_Data in this exercise_

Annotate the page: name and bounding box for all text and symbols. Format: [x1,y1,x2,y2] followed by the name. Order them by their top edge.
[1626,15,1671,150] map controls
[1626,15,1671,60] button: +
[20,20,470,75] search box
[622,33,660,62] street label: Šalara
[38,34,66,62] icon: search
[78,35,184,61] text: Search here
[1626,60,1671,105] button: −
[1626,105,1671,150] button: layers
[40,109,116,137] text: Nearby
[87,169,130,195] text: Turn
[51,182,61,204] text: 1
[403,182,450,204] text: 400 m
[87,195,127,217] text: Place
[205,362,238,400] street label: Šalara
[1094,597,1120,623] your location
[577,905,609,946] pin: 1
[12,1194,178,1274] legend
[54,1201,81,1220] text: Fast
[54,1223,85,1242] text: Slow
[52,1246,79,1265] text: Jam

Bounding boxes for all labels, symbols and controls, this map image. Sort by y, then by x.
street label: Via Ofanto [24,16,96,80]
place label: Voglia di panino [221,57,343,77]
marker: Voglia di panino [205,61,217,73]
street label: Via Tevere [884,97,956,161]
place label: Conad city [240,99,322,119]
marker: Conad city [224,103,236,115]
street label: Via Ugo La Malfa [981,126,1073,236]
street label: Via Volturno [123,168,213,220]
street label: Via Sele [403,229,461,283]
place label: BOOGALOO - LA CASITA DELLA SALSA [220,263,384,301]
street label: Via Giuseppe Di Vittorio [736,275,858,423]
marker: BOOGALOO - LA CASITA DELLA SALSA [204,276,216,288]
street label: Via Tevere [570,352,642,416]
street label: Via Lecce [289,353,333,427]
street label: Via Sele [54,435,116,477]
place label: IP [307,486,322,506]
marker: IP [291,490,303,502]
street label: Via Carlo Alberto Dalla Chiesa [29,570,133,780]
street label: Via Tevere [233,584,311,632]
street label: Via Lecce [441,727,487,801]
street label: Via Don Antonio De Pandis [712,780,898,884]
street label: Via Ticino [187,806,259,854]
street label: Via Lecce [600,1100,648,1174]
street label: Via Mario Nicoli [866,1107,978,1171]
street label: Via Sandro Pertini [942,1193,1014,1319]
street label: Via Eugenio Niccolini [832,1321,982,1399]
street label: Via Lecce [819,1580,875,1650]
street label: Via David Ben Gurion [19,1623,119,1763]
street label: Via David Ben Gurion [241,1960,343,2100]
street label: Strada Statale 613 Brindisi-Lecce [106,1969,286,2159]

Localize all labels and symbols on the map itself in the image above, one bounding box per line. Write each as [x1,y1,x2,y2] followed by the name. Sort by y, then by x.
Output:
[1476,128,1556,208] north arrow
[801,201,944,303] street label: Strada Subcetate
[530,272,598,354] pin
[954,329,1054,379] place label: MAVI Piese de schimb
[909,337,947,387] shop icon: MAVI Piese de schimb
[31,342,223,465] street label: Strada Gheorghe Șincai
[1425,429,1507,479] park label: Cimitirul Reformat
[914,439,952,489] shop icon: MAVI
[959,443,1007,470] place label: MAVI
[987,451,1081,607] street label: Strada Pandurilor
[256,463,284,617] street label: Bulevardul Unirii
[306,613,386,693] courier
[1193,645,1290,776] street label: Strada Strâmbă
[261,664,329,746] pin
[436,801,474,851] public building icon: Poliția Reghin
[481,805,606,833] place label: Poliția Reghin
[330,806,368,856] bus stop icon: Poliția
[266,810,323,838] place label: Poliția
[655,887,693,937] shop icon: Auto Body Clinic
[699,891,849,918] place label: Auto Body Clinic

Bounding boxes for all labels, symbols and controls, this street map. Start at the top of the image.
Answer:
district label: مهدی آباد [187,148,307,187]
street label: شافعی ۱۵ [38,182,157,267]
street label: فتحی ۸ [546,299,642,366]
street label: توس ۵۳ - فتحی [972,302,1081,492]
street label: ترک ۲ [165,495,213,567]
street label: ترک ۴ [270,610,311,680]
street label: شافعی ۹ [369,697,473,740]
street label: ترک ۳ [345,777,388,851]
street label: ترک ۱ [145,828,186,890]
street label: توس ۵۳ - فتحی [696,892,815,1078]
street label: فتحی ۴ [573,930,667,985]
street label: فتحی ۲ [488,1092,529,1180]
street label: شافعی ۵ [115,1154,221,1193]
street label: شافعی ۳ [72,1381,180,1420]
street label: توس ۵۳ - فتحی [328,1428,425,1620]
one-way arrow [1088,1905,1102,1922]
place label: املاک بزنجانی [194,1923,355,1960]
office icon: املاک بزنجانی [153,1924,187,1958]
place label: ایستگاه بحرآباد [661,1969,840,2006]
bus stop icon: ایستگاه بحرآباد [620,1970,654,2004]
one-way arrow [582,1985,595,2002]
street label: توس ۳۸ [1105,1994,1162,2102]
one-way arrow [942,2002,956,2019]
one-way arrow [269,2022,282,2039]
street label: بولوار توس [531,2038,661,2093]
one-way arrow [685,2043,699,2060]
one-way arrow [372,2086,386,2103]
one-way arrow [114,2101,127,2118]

_Your task_
Your answer must contain every line of the records, exactly.

_Result of the task_
Annotate the page: name and bounding box for all text and symbols. Format: [x1,y1,x2,y2] followed by the name. Order them by their top edge.
[1626,15,1671,150] map controls
[1626,15,1671,60] button: +
[20,20,470,75] search box
[622,33,660,62] street label: Šalara
[38,34,66,62] icon: search
[78,35,184,61] text: Search here
[1626,60,1671,105] button: −
[1626,105,1671,150] button: layers
[40,109,116,137] text: Nearby
[87,169,130,195] text: Turn
[51,182,61,204] text: 1
[403,182,450,204] text: 400 m
[87,195,127,217] text: Place
[205,362,238,400] street label: Šalara
[1094,597,1120,623] your location
[577,905,609,946] pin: 1
[12,1194,178,1274] legend
[54,1201,81,1220] text: Fast
[54,1223,85,1242] text: Slow
[52,1246,79,1265] text: Jam

Bounding boxes for all labels, symbols and controls, this map image. Sort by y, then by x.
street label: Via Ofanto [24,16,96,80]
place label: Voglia di panino [221,57,343,77]
marker: Voglia di panino [205,61,217,73]
street label: Via Tevere [884,97,956,161]
place label: Conad city [240,99,322,119]
marker: Conad city [224,103,236,115]
street label: Via Ugo La Malfa [981,126,1073,236]
street label: Via Volturno [123,168,213,220]
street label: Via Sele [403,229,461,283]
place label: BOOGALOO - LA CASITA DELLA SALSA [220,263,384,301]
street label: Via Giuseppe Di Vittorio [736,275,858,423]
marker: BOOGALOO - LA CASITA DELLA SALSA [204,276,216,288]
street label: Via Tevere [570,352,642,416]
street label: Via Lecce [289,353,333,427]
street label: Via Sele [54,435,116,477]
place label: IP [307,486,322,506]
marker: IP [291,490,303,502]
street label: Via Carlo Alberto Dalla Chiesa [29,570,133,780]
street label: Via Tevere [233,584,311,632]
street label: Via Lecce [441,727,487,801]
street label: Via Don Antonio De Pandis [712,780,898,884]
street label: Via Ticino [187,806,259,854]
street label: Via Lecce [600,1100,648,1174]
street label: Via Mario Nicoli [866,1107,978,1171]
street label: Via Sandro Pertini [942,1193,1014,1319]
street label: Via Eugenio Niccolini [832,1321,982,1399]
street label: Via Lecce [819,1580,875,1650]
street label: Via David Ben Gurion [19,1623,119,1763]
street label: Via David Ben Gurion [241,1960,343,2100]
street label: Strada Statale 613 Brindisi-Lecce [106,1969,286,2159]

Localize all labels and symbols on the map itself in the image above, one bounding box per line. Write each as [x1,y1,x2,y2] followed by the name. Sort by y, then by x.
Output:
[1476,128,1556,208] north arrow
[801,201,944,303] street label: Strada Subcetate
[530,272,598,354] pin
[954,329,1054,379] place label: MAVI Piese de schimb
[909,337,947,387] shop icon: MAVI Piese de schimb
[31,342,223,465] street label: Strada Gheorghe Șincai
[1425,429,1507,479] park label: Cimitirul Reformat
[914,439,952,489] shop icon: MAVI
[959,443,1007,470] place label: MAVI
[987,451,1081,607] street label: Strada Pandurilor
[256,463,284,617] street label: Bulevardul Unirii
[306,613,386,693] courier
[1193,645,1290,776] street label: Strada Strâmbă
[261,664,329,746] pin
[436,801,474,851] public building icon: Poliția Reghin
[481,805,606,833] place label: Poliția Reghin
[330,806,368,856] bus stop icon: Poliția
[266,810,323,838] place label: Poliția
[655,887,693,937] shop icon: Auto Body Clinic
[699,891,849,918] place label: Auto Body Clinic

Bounding boxes for all labels, symbols and controls, this street map. Start at the top of the image.
Answer:
district label: مهدی آباد [187,148,307,187]
street label: شافعی ۱۵ [38,182,157,267]
street label: فتحی ۸ [546,299,642,366]
street label: توس ۵۳ - فتحی [972,302,1081,492]
street label: ترک ۲ [165,495,213,567]
street label: ترک ۴ [270,610,311,680]
street label: شافعی ۹ [369,697,473,740]
street label: ترک ۳ [345,777,388,851]
street label: ترک ۱ [145,828,186,890]
street label: توس ۵۳ - فتحی [696,892,815,1078]
street label: فتحی ۴ [573,930,667,985]
street label: فتحی ۲ [488,1092,529,1180]
street label: شافعی ۵ [115,1154,221,1193]
street label: شافعی ۳ [72,1381,180,1420]
street label: توس ۵۳ - فتحی [328,1428,425,1620]
one-way arrow [1088,1905,1102,1922]
place label: املاک بزنجانی [194,1923,355,1960]
office icon: املاک بزنجانی [153,1924,187,1958]
place label: ایستگاه بحرآباد [661,1969,840,2006]
bus stop icon: ایستگاه بحرآباد [620,1970,654,2004]
one-way arrow [582,1985,595,2002]
street label: توس ۳۸ [1105,1994,1162,2102]
one-way arrow [942,2002,956,2019]
one-way arrow [269,2022,282,2039]
street label: بولوار توس [531,2038,661,2093]
one-way arrow [685,2043,699,2060]
one-way arrow [372,2086,386,2103]
one-way arrow [114,2101,127,2118]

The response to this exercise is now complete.